Deciding whether to write a paper

Hopefully at some point during your research you will acquire sufficient data to begin to publish your work in scientific or medical journals. In principle, the criterion for justifying preparing a paper is quite simple. You will have completed a substantial set of experiments that answer a scientific question in a number of important aspects, and you will have fully completed controls. Your findings then consequently come together to form a coherent body of knowledge that proves or disproves a particular hypothesis or provides information that is useful to the scientific community. However, judging the extent to which you have reached this point is a matter of experience. Your supervisor will be the best person to advise.

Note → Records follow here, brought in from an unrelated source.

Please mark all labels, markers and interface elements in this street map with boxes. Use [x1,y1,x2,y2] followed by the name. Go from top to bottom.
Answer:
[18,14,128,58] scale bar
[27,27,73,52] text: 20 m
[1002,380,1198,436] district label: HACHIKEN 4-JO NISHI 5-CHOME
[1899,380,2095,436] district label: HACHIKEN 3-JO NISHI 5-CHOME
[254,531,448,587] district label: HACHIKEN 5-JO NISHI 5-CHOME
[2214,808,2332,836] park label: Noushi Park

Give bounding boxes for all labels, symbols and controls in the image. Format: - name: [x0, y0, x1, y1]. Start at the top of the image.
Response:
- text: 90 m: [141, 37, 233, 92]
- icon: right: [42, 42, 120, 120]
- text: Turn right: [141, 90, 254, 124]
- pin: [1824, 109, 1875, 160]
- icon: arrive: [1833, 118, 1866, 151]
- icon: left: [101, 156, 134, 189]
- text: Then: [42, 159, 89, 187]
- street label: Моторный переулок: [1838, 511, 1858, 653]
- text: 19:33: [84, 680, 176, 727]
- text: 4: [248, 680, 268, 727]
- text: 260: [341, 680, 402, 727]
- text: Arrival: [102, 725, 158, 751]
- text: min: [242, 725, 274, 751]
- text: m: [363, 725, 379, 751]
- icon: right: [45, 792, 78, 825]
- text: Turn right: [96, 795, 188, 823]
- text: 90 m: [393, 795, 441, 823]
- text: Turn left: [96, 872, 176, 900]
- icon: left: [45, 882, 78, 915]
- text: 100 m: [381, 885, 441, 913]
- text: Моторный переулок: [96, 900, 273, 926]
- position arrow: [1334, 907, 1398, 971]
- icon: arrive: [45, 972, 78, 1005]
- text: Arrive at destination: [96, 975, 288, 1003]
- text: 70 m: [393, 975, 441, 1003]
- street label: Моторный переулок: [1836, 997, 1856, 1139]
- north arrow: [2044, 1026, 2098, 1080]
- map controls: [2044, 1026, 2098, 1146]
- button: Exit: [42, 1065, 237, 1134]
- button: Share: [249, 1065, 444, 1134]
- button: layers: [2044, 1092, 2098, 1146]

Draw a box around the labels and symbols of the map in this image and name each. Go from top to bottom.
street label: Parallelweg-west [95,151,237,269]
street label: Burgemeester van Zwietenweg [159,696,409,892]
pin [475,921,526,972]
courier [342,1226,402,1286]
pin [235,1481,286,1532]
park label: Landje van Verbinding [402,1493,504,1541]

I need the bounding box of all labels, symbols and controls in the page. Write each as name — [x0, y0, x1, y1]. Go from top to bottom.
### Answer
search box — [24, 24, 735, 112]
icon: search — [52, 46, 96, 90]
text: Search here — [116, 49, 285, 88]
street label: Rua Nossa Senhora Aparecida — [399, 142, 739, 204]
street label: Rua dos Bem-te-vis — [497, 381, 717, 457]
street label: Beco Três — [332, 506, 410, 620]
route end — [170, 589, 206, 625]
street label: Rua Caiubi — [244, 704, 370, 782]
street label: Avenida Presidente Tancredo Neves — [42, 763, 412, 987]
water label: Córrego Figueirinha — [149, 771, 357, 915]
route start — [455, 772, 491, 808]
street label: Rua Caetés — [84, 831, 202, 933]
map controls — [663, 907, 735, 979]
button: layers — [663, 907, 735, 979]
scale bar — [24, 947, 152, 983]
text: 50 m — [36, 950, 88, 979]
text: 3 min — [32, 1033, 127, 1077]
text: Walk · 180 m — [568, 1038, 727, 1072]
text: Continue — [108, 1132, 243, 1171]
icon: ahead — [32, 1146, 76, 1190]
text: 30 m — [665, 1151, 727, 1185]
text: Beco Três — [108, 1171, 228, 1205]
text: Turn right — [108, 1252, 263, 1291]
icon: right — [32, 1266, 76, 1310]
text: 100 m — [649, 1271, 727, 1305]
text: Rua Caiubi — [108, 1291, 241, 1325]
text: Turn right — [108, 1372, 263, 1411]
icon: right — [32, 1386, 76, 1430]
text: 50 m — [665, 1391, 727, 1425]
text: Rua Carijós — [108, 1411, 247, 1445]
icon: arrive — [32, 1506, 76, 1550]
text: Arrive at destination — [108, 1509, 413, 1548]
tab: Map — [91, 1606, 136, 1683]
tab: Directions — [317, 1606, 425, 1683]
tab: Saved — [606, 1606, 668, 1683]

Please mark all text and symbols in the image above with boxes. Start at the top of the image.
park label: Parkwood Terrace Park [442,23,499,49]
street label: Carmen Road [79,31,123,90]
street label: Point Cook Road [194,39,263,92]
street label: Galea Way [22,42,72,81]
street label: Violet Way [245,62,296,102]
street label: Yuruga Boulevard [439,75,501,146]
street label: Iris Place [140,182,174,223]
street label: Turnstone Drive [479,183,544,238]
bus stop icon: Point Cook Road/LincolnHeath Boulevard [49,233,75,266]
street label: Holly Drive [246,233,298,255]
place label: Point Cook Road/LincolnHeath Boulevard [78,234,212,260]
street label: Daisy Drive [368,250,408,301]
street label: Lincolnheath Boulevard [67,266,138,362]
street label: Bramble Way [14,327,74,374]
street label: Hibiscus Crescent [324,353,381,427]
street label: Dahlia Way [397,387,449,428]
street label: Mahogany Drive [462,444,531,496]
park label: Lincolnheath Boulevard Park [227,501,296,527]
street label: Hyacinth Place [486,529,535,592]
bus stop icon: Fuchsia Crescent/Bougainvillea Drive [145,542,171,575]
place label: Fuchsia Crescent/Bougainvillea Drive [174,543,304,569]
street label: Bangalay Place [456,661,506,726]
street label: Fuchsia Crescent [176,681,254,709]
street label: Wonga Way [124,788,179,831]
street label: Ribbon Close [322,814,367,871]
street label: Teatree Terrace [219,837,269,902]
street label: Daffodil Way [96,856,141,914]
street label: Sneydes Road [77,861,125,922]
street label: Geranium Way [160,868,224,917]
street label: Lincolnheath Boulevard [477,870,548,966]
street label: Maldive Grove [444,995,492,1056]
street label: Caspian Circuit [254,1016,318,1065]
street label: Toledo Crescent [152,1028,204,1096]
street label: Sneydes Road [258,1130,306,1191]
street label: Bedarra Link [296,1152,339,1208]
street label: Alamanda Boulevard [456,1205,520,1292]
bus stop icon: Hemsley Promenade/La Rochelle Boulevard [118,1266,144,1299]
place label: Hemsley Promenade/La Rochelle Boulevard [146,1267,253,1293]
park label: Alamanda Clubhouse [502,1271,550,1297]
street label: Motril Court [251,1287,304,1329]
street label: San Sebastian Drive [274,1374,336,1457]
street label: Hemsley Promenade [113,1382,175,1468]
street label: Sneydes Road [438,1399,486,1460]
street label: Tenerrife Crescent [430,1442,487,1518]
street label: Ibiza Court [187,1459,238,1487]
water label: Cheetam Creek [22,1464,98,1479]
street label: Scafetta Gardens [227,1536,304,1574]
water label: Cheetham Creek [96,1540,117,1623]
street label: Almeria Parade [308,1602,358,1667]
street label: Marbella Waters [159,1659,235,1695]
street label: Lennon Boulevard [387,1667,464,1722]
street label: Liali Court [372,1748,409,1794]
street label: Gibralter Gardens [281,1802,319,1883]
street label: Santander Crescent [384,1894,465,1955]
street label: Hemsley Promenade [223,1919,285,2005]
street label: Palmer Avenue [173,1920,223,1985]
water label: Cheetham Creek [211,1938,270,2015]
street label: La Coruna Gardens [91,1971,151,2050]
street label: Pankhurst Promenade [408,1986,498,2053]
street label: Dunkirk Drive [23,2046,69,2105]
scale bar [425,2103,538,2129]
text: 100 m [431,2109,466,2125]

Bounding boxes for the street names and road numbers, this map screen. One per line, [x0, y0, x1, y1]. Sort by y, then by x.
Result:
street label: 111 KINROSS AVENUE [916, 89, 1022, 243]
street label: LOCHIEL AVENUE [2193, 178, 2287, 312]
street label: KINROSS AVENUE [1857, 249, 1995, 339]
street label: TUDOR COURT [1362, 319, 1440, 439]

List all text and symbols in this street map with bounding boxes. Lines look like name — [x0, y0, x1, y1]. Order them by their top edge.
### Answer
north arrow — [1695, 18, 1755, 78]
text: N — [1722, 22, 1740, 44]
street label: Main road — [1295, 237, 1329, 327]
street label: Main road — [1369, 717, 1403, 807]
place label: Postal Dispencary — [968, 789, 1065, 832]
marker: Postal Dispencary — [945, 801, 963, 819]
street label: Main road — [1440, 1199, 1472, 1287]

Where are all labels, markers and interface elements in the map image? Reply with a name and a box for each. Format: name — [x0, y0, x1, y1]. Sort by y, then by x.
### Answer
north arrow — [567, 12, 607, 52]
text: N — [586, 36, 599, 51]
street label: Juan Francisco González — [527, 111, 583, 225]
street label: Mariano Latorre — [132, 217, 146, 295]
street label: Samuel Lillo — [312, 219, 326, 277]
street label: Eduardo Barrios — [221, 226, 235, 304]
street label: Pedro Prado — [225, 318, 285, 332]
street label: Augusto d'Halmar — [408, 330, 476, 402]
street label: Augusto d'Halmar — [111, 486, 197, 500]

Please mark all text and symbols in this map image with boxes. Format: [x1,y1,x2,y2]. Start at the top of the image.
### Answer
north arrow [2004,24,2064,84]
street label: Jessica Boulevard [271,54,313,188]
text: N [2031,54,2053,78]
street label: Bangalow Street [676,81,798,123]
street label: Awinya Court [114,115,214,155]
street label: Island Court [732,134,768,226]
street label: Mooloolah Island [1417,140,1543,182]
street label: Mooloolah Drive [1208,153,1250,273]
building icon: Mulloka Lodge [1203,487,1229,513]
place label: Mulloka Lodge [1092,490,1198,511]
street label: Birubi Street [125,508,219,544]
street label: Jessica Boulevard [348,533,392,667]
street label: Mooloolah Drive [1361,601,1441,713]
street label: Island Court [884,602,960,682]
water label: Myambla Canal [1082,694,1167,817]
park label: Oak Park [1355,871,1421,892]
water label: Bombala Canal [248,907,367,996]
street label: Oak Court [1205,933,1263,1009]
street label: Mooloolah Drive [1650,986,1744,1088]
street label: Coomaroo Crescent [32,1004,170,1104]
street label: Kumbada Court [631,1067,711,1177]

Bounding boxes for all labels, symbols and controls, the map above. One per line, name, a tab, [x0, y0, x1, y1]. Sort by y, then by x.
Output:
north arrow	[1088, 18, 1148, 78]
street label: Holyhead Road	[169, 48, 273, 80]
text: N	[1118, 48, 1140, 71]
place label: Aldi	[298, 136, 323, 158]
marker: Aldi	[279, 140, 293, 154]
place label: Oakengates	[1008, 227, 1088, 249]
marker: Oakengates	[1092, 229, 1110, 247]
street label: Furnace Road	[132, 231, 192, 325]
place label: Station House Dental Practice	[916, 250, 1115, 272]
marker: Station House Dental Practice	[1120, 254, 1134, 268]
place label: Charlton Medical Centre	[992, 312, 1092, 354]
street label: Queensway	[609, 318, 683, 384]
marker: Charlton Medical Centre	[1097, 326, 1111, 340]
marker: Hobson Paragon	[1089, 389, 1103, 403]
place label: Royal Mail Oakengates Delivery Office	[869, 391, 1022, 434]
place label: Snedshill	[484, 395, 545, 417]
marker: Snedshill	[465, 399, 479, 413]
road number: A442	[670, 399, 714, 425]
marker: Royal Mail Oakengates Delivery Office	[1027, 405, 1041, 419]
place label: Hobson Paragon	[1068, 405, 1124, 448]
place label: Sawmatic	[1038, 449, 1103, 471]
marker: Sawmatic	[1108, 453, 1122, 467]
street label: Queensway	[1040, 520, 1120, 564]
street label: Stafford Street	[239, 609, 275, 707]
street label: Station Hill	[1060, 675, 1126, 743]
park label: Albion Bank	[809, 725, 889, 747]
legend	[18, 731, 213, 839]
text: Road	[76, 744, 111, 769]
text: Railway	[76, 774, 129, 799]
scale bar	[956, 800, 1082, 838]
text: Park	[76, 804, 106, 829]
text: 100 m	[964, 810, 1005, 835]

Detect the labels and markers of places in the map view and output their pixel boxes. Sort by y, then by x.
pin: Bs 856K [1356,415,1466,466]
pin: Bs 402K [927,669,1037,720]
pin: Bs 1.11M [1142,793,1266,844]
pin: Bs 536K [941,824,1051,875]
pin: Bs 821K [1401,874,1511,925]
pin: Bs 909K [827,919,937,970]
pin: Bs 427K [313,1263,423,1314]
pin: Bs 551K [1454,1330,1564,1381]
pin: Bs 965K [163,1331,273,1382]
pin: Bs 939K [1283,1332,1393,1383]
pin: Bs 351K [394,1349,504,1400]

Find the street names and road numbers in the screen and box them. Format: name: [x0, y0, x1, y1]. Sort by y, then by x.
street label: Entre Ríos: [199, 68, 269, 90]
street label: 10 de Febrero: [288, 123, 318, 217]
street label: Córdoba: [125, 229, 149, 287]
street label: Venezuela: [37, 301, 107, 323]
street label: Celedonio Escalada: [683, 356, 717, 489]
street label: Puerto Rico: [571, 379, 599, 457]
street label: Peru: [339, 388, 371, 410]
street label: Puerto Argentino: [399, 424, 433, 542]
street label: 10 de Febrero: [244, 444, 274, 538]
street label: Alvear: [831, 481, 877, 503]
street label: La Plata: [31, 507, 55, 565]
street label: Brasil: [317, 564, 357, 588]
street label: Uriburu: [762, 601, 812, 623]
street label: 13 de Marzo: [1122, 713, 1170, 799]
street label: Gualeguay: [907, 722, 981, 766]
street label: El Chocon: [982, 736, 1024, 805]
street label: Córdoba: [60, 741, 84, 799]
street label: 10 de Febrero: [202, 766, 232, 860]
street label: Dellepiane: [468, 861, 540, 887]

In practical terms, having a number of submitted or published publications is a great reassurance as you plan your trajectory to finishing your research project. There are supervisors and research groups who encourage their students to write all their findings into research papers as their work proceeds. Completing a thesis is then greatly facilitated by simply assembling this work into a coherent whole!

Choosing when to write a paper

There are thus several advantages of publishing early on in your research period.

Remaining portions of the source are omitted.